At first, I tried to fight the slowly unearthed truth of who I am for fear of judgment from my friends, family, and faith community. I was scared to lose what was most important in life – my tribe, my reputation, my sense of belonging. The coming out process for me was a long and painful experience, but eventually led to the decision that life was too short to live for the approval of others. I had to be true to myself and hold my head high. Be free to be me.
Unfortunately, that is not a luxury many 2SLGBTQIA+ people can afford. In places like Poland, 80 local governments have declared themselves “LGBT-free zones.” Brazil has been ranked the deadliest country for trans people with the former president declaring “he would rather his son die than be gay.” In Hungary, the government recently banned the legal recognition of trans and LGBT people from becoming parents. The Florida “Don’t Say Gay” law is also taking a major step backwards with banning lessons on sexual orientation, gender identity, and prohibiting only LGBTQ educators from discussing their family status.
In many African countries, 2SLGBTQIA+ people are imprisoned and even executed for simply existing. Certain Caribbean nations still hold harsh penalties for homosexuality which they deem as illegal. This makes travel to such destinations sometimes fraught with danger. I always consider the country my family and I visit with an air of anxiety and hypervigilance. On one such occasion, I had to sadly explain to my son why he couldn’t refer to me as mama while we stayed in a certain tourist spot to avoid harassment or scrutiny. This is something the straight community never has to worry about.
What I worry about most these days is young people who may not have a safe place or person to lean on as they explore who they are. I certainly had no one to talk to because it was taboo to explore questions like sexual orientation or gender identity in my circles. I don’t wish such isolation or anguish on anyone. Eventually though, I did discover some helpful reading material and connected with a “coming out” group in the city where I live. This started the process which led to meeting my future wife. We will be celebrating our 20th anniversary next year.
I’m happy to say that I haven’t looked back since. Shortly after my wife and I married, we adopted a beautiful baby boy to complete our forever family. Years ago, when we used to drop him off at daycare, other inquisitive classmates would occasionally stop and ask us, “Why does Noah have two moms?” “Double the love,” I would always say with a smile.” They got it.

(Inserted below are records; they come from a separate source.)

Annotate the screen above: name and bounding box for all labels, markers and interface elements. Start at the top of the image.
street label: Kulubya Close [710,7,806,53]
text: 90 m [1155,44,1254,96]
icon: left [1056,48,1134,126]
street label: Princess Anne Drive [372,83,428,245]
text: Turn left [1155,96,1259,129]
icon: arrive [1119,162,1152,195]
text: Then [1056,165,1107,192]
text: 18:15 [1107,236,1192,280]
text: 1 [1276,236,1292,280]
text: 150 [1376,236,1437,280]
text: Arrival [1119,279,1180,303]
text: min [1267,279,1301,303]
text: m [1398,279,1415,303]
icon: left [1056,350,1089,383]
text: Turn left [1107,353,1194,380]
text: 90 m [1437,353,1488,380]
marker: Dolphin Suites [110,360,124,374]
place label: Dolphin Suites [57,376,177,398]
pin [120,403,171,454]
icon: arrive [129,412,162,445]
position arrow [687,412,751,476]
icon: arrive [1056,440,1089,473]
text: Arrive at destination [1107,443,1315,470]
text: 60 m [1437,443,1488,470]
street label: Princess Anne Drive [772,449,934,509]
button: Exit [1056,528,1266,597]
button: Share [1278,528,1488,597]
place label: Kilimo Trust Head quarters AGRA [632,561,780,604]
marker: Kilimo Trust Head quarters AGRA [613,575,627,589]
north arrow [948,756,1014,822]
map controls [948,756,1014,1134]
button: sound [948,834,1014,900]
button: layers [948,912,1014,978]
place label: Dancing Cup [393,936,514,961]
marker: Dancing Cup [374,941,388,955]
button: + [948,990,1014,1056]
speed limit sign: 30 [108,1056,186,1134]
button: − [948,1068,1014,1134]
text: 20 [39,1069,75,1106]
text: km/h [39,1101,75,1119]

Looking back, I am so grateful to have been born in this country at this time in history where laws are now in place to protect me and my family. Not only is my marriage recognized and protected under the Canadian Charter of Rights, but my wife and I have been able to legally adopt a child and fulfill a lifelong dream to start a family. This would never have been possible a few decades ago.
As with the civil rights movement, I never take for granted all the blood, sweat and tears endured by my predecessors to secure the wonderful freedoms I get to experience today. I am both grateful and convinced that diversity is what keeps our society healthy, vibrant and in-check. Even more reason to celebrate the International Day Against Homophobia, Biphobia and Transphobia to remind ourselves what we are for.
If you told me 20 years ago that I would be married to a woman… from a different faith tradition… and adopt a Black child… into a family with a gay father-in-law, I would never imagine it possible. But here we are in all our glory. A dazzling rainbow world where love is love. I couldn’t be happier.